Emails show Carson and his wife selected the furniture themselves.

An August email from a career administration staffer, with the subject line "Secretary's dining room set needed," to Carson's assistant refers to "printouts of the furniture the Secretary and Mrs. Carson picked out."

 

 

The documents were released following a Freedom of Information Act request from American Oversight, a liberal watchdog group led by former Obama administration officials, and offer a snapshot into how the agency acquired the furniture.

HUD spokesman Raffi Williams initially denied the Carsons had any involvement in the dining set selection.

"Mrs. Carson and the secretary had no awareness that the table was being purchased," he told CNN last month.

A HUD spokesman went further at the time, blaming the purchase on an unnamed career staffer. "The secretary did not order a new table. The table was ordered by the career staffers in charge of the building," he said.

A few days later, Carson personally addressed the issue, telling CNN in a statement that he was "surprised" by the more than $31,000 price tag and was having the order canceled. The company confirmed a few days after CNN reported the purchase that the agency officially canceled the order on March 1.

"I briefly looked at catalogs for dining furniture and was shocked by the cost of the furniture," Carson wrote. "My wife also looked at catalogs and wanted to be sure that the color of the chair fabric of any set that was chosen matched the rest of the decour (sic)."

Confronted Tuesday with the discrepancy between his past comments and the internal emails, Williams offered only this explanation: "When presented with options by professional staff, Mrs. Carson participated in the selection of specific styles."

The newly released emails show discussions about the dining set going back to last May, when two Carson aides asked for repairs to the chairs of the existing furniture.

"Could you all get the dining room chairs tighten up?" one of the aides wrote. "Most of them are loose and wiggling."

Another called the chairs "fairly precarious" and wrote that she wanted to "avoid someone having an accident (and embarrassment!) should the chair collapse beneath them."

About a week later, HUD received an estimate for $1,100 to repair the chairs, documents obtained by CNN show.

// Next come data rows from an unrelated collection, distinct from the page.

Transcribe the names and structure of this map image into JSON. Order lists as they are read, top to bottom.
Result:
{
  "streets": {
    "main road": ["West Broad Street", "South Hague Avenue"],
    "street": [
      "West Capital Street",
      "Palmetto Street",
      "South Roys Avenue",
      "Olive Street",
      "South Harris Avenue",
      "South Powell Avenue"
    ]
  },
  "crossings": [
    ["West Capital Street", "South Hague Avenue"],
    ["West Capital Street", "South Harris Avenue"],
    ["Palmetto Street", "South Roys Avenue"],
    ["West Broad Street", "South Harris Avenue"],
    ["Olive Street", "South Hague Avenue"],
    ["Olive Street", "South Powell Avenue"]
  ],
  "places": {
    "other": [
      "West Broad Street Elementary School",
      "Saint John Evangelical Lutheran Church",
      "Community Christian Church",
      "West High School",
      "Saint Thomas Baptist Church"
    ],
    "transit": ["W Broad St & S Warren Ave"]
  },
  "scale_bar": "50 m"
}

Carson referenced this concern in his statement released earlier this month. The furniture, he said, was "characterized as unsafe" and was "beyond repair and needed to be replaced."

Several months after considering repairs to the dining set in early August, HUD's scheduling office reached out to Candy Carson, the secretary's wife.

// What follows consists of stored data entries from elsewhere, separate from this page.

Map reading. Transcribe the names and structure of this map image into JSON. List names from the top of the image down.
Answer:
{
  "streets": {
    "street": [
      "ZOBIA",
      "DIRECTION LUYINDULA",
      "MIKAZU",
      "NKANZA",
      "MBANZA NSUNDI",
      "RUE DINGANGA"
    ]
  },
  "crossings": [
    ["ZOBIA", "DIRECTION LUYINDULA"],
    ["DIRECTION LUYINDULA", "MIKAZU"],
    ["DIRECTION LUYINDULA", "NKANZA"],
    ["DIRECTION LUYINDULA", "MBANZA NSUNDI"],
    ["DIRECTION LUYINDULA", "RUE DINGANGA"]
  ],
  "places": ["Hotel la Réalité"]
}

"Hi Mrs. Carson!" the scheduler wrote. "There is a designer who will be in town next week on the 15th-17th to look at possibly redecorating the Secretary's office and bringing in new furniture. Are you available on any of those dates and would you like to come in and have input on the redecorating?"

The scheduler noted an urgency to making a decision on the furniture: "We must have the order for new furniture in before the 21st in order to use the money allocated for this fiscal year."

The emails do not include a response from Candy Carson, but in his statement to CNN earlier this month, Secretary Carson also acknowledged there was a deadline to make a decision on the furniture purchase. Carson said he and his wife "were told there was a $25,000 budget that had to be used by a certain time or it would be lost."

A quote for the dining room furniture, released as part of the FOIA, came in at $24,666, just under budget.

The career administration staffer sent the quote to Carson's office, specifically Carson's chief of staff and his executive assistant, casting further doubt on the agency's assertion that the purchase was made entirely by career staff.

"Below is the price quote for all of the dining room furniture. I think this is a very reasonable price and the funds are available," the career official wrote.

"We also have a justification for the cost (as you know, the furniture hasn't been changed since 1988) so this should not be a problem," she added.

In one email chain, the interior designer offered HUD officials links to two different bar carts and a bar cabinet that did not end up being part of the final purchase. An email shows the serving cart options came at the request of "leadership," but it doesn't specify who specifically made the request.

Four months later, receipts show HUD moved forward with the purchase. The final bill came to nearly $7,000 more than the August quote, due to delivery and installation charges, as well as a small price increase for the upholstered chairs.

The newly released emails contradict the expansive denials by a HUD spokesman when CNN first reported this story. The spokesman repeatedly told CNN at the time the Carsons were not involved in the purchase of the pricey dining set.

"New tables, chairs, in that room whatsoever -- zero awareness of this purchase being made," the spokesman said. "Neither one of them knew this purchase was being made. The secretary knew that the table and chairs were old because somebody fell out of a chair once. That's literally it. So they had nothing to do with the purchase, nothing to do with anything around that."

The spokesman, who asked that his name not be used, even denied that Candy Carson had any interest in redecorating the suite.

"I don't think it even crossed her mind, this separate room," he said.

Revelations of the inconsistencies come just weeks after Secretary Carson used a biblical reference -- Psalms 91 -- in his defense: "Under his wings you will find refuge."